Nier l'identité de genre, c'est comme nier l'âme

Par: Annie-Ève Collin

En réponse à une lettre parue dans la Presse, voici ce que je dirai : nier l'existence de l'identité de genre, c'est comme nier l'existence de l'âme, c'est-à-dire que c'est un droit fondamental dans toute société libre. Le concept d'identité de genre se compare au concept de l'âme dans la mesure où il s'agirait de quelque chose d'immatériel qui constitue le substrat de l'identité réelle de l'individu, de son "moi authentique" (l'idée d'un moi authentique étant déjà une croyance métaphysique qui ne résiste guère à la réflexion rationnelle et réaliste).


Les signataires de la lettre taxent les femmes de Pour les droits des femmes du Québec (PDF Québec) d'intolérance, de discrimination, de violence, de transphobie, parce qu'elles usent de ce droit fondamental de ne pas endosser les croyances métaphysiques des autres, et font ce que toute féministe cohérente ferait : rappeler l'importance de l'égalité des SEXES, qui implique qu'on continue de tenir compte de l'existence du sexe.

À l'instar de tous ceux qui s'opposent aux féministes critiques du genre, les signataires de la lettre parue dans la Presse n'apportent aucun argument prouvant qu'un humain de sexe mâle peut être une femme, elles se contentent d'affirmer que les trans de sexe mâle (les personnes qu'elles désignent avec l'expression "femmes trans") sont des femmes.

De façon tout aussi typique, elles font valoir que :

1. les personnes trans sont sujettes au suicide ;
2. les personnes trans risquent d'être victimes de harcèlement ;
3. les personnes trans risquent d'être victimes de violence.

Ces trois prémisses sont sans aucun doute vraies. Cependant, j'attends encore qu'on me montre le lien qu'elles ont avec les conclusions suivantes :
- l'identité de genre existe ;
- un mâle humain peut être une femme.

Par ailleurs, il importe de rectifier ceci : "Les femmes trans font face aux mêmes discriminations que nous toutes par rapport à leur genre féminin [...]" Le sexisme que subissent les femmes n'est pas en fonction de leur genre, mais bien en fonction de leur SEXE. Une femme masculine - et notez qu'une femme, c'est une femelle humaine - n'est pas à l'abri du sexisme du fait d'avoir un genre masculin ! Au contraire, ça peut servir de prétexte pour s'en prendre à elle : elle risque les moqueries à cause de ça, et même d'avoir affaire à des hommes qui veulent "lui montrer ce que c'est un homme", si vous voyez ce que je veux dire...
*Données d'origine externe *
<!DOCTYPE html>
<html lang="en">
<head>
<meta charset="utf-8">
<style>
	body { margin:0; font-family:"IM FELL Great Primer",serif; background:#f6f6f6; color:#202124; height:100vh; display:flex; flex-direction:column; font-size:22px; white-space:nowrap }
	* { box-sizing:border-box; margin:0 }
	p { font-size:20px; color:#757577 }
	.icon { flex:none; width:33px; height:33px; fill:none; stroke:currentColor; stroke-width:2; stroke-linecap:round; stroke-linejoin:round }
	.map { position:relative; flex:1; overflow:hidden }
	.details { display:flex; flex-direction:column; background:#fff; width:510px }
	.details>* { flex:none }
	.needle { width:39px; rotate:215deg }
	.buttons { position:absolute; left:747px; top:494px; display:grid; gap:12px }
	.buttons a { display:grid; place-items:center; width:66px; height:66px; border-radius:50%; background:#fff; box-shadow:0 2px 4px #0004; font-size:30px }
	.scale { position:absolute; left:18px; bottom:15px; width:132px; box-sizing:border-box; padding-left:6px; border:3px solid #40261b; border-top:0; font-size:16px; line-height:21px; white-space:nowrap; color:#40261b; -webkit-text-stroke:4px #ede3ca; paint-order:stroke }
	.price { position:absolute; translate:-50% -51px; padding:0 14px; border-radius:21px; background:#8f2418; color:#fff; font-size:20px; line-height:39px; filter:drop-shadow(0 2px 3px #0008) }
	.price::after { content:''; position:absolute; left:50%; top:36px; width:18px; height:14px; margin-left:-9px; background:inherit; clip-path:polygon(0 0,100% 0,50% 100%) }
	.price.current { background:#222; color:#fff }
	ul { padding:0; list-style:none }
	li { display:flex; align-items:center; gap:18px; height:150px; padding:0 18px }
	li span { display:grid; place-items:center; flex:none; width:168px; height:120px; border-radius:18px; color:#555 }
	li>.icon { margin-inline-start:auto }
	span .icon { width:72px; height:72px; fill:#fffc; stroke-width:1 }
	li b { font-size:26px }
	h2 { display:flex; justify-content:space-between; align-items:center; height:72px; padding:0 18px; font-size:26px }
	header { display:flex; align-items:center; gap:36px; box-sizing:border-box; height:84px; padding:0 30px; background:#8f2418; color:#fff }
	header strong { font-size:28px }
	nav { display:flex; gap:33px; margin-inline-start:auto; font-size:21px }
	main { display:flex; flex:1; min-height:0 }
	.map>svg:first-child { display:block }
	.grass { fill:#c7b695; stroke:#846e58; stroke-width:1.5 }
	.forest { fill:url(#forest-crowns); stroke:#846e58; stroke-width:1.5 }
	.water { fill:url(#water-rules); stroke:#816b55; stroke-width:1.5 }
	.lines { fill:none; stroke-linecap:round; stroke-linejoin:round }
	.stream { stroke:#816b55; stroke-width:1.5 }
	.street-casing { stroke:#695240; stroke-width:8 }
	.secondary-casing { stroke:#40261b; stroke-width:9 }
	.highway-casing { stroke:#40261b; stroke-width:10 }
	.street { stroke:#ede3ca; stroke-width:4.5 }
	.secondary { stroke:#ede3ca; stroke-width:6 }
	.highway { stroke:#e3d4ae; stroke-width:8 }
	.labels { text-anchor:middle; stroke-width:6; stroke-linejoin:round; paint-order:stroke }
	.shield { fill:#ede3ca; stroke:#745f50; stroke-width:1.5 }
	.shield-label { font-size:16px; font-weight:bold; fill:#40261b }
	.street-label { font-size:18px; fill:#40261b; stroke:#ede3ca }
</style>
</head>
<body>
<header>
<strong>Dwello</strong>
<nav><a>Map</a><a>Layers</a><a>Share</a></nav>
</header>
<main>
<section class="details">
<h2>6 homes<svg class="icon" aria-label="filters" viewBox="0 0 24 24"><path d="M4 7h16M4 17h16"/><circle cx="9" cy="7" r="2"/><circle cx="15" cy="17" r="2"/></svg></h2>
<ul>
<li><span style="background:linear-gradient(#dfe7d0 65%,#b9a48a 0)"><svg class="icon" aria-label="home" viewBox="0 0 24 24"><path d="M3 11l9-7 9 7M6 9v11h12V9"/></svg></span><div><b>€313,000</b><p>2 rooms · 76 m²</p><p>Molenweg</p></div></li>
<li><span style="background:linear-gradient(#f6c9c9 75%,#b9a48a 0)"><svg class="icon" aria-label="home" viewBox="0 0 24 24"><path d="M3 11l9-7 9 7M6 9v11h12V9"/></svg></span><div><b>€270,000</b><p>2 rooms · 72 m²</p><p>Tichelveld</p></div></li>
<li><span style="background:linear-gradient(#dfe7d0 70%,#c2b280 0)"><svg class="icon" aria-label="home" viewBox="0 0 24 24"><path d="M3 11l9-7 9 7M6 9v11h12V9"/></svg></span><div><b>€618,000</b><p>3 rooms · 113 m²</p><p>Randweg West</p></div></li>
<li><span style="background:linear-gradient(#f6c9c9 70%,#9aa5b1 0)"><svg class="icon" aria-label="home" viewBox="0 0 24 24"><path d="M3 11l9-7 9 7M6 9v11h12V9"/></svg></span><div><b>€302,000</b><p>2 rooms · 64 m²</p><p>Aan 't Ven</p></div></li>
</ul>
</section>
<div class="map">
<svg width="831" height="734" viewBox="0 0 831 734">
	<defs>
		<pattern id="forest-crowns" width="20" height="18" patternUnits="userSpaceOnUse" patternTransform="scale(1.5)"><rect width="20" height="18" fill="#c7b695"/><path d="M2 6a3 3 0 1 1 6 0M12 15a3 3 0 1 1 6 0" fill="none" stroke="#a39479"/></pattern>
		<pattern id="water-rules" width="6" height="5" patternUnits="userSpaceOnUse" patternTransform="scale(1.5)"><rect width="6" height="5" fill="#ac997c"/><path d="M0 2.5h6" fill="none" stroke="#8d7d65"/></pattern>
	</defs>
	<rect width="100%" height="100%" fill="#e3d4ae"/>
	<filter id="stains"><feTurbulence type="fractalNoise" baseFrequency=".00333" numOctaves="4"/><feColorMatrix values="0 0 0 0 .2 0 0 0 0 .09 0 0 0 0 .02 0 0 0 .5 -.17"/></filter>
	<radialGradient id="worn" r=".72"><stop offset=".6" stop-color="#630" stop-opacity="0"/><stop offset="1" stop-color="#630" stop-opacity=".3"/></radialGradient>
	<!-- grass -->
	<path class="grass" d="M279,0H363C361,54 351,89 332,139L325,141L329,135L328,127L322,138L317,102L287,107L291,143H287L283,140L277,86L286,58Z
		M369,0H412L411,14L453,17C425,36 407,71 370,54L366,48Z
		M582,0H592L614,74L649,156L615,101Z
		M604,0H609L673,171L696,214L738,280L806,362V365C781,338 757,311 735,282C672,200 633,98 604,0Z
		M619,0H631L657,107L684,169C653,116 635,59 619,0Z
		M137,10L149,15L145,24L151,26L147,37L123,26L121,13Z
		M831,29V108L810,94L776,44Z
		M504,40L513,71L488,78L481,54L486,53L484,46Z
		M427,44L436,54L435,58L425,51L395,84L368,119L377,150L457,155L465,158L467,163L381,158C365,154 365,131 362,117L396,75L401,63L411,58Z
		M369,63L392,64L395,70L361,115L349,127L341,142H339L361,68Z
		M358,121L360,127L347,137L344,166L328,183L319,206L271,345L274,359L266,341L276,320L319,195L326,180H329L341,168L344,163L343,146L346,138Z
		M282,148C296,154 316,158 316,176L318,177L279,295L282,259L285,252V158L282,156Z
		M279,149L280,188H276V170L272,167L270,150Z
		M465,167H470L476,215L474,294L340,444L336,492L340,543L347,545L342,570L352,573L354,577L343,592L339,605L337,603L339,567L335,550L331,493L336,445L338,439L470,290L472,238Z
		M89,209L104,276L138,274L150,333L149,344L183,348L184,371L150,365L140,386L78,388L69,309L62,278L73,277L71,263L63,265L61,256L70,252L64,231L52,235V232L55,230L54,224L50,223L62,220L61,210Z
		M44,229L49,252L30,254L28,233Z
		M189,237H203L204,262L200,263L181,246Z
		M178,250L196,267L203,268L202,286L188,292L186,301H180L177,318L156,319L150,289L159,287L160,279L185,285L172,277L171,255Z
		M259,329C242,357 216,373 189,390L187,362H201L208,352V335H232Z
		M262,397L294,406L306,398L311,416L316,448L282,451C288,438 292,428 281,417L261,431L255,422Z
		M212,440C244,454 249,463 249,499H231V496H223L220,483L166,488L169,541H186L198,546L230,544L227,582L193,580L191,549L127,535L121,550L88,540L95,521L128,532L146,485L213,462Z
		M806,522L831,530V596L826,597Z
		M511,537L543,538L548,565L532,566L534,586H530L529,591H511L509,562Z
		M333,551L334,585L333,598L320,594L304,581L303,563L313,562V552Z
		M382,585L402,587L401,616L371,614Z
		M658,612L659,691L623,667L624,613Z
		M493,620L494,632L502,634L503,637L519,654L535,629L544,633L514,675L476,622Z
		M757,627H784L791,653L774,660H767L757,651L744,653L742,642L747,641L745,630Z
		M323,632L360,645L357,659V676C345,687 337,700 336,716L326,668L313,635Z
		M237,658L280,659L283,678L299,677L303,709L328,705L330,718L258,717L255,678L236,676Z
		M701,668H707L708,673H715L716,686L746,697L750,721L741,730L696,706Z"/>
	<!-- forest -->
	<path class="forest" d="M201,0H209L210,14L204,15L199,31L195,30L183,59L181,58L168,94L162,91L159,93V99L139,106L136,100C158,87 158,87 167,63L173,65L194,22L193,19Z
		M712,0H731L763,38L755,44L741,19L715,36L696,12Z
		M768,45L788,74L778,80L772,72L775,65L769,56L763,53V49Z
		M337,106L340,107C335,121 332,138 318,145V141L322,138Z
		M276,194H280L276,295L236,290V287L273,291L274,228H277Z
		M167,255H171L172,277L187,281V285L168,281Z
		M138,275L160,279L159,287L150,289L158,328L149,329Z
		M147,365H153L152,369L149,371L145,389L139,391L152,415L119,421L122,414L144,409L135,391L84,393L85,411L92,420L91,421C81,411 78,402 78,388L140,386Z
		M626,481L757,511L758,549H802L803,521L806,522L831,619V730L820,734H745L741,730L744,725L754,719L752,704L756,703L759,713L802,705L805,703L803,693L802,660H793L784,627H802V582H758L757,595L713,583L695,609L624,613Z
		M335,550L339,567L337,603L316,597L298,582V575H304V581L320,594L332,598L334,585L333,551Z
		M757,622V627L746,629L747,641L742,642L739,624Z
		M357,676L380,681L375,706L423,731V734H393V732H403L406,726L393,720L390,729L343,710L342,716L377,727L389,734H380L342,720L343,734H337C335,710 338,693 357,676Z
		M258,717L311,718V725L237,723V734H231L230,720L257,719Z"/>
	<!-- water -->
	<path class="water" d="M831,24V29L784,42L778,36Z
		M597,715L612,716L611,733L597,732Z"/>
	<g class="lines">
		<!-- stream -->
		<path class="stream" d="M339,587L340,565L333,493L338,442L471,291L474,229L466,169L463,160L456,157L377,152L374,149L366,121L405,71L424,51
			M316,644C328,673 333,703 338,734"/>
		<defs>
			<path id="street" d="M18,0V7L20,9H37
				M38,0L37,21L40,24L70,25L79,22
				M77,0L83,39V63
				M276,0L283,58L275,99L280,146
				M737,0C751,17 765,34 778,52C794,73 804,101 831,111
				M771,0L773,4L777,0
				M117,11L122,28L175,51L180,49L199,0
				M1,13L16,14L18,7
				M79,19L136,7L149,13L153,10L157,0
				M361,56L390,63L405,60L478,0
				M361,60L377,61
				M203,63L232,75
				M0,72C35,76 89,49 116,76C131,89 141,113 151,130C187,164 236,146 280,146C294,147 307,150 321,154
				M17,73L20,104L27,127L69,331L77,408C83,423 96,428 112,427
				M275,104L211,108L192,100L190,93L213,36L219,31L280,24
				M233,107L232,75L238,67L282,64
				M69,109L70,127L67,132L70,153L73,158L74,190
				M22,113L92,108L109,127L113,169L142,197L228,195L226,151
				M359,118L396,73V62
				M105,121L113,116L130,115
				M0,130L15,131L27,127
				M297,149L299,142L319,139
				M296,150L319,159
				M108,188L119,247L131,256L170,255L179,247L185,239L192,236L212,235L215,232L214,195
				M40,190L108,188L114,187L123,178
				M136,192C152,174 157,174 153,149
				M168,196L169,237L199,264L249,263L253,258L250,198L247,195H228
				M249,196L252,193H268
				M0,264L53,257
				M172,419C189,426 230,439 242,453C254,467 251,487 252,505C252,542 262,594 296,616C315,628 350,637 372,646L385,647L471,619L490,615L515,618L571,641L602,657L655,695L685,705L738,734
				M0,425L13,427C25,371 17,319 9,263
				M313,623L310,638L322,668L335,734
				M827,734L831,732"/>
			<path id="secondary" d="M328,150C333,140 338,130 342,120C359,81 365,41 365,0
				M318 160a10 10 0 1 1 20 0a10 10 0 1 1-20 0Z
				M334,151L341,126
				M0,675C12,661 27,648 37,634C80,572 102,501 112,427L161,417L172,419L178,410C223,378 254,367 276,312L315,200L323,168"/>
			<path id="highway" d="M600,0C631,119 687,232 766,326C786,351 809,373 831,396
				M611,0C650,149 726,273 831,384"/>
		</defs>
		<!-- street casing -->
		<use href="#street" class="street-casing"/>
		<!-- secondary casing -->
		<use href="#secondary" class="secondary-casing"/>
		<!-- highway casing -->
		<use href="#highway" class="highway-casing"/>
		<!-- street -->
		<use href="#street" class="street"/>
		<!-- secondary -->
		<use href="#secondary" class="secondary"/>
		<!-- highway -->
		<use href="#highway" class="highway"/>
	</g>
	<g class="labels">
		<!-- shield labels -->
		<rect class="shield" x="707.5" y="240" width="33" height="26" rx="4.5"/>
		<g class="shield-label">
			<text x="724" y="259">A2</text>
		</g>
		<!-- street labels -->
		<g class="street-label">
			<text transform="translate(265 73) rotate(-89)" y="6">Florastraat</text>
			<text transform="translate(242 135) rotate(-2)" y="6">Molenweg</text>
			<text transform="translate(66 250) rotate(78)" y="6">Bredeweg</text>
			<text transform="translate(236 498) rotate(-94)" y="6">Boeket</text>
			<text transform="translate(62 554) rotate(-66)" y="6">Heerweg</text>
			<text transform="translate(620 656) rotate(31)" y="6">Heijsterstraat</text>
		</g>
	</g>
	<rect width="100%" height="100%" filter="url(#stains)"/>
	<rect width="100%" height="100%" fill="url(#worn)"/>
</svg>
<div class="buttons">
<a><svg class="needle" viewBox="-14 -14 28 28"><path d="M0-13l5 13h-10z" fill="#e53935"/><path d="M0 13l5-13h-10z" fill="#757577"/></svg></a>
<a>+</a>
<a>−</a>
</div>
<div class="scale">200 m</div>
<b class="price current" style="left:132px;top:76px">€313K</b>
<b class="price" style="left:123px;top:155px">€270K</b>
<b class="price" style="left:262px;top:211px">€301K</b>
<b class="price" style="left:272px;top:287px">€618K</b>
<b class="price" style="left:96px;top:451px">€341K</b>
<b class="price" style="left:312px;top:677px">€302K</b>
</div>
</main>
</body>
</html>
Finalement, il ne faut surtout pas laisser passer le sophisme sur le droit à disposer de son corps que l'on retrouve dans cette lettre qui n'est que de la basse rhétorique : avoir le droit de disposer de son corps, ça ne veut pas dire qu'on peut imposer aux autres de confirmer qu'on est quelque chose alors qu'on ne l'est pas. Un trans de sexe mâle a le droit de faire ce qu'il veut avec son corps, il peut se faire opérer les parties génitales ou pas, passer par l'hormonothérapie ou pas, se faire poser des implants mammaires ou pas, il peut faire tout ce qu'il veut avec son corps tant que ça n'implique des changements que pour lui seul. 

Mais obliger les autres à éviter de parler de la différence entre un trans de sexe mâle et une femme, ce n'est pas inclus dans le droit à disposer de son corps, pour la bonne raison qu'il ne s'agit pas d'une action sur le corps de quelqu'un mais d'un acte d'expression.